EXTRACTED RECORDS below:

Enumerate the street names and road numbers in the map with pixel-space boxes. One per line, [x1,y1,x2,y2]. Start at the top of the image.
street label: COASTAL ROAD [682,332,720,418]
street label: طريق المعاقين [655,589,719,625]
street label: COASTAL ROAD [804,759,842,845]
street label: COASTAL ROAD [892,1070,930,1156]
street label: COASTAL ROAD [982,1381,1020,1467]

End of EXTRACTED RECORDS.

REQUIRED WORK
Nothing is to be left out: set down all the records again exactly.

OUTPUT OF THE EXERCISE
Enumerate the street names and road numbers in the map with pixel-space boxes. One per line, [x1,y1,x2,y2]. Start at the top of the image.
street label: COASTAL ROAD [682,332,720,418]
street label: طريق المعاقين [655,589,719,625]
street label: COASTAL ROAD [804,759,842,845]
street label: COASTAL ROAD [892,1070,930,1156]
street label: COASTAL ROAD [982,1381,1020,1467]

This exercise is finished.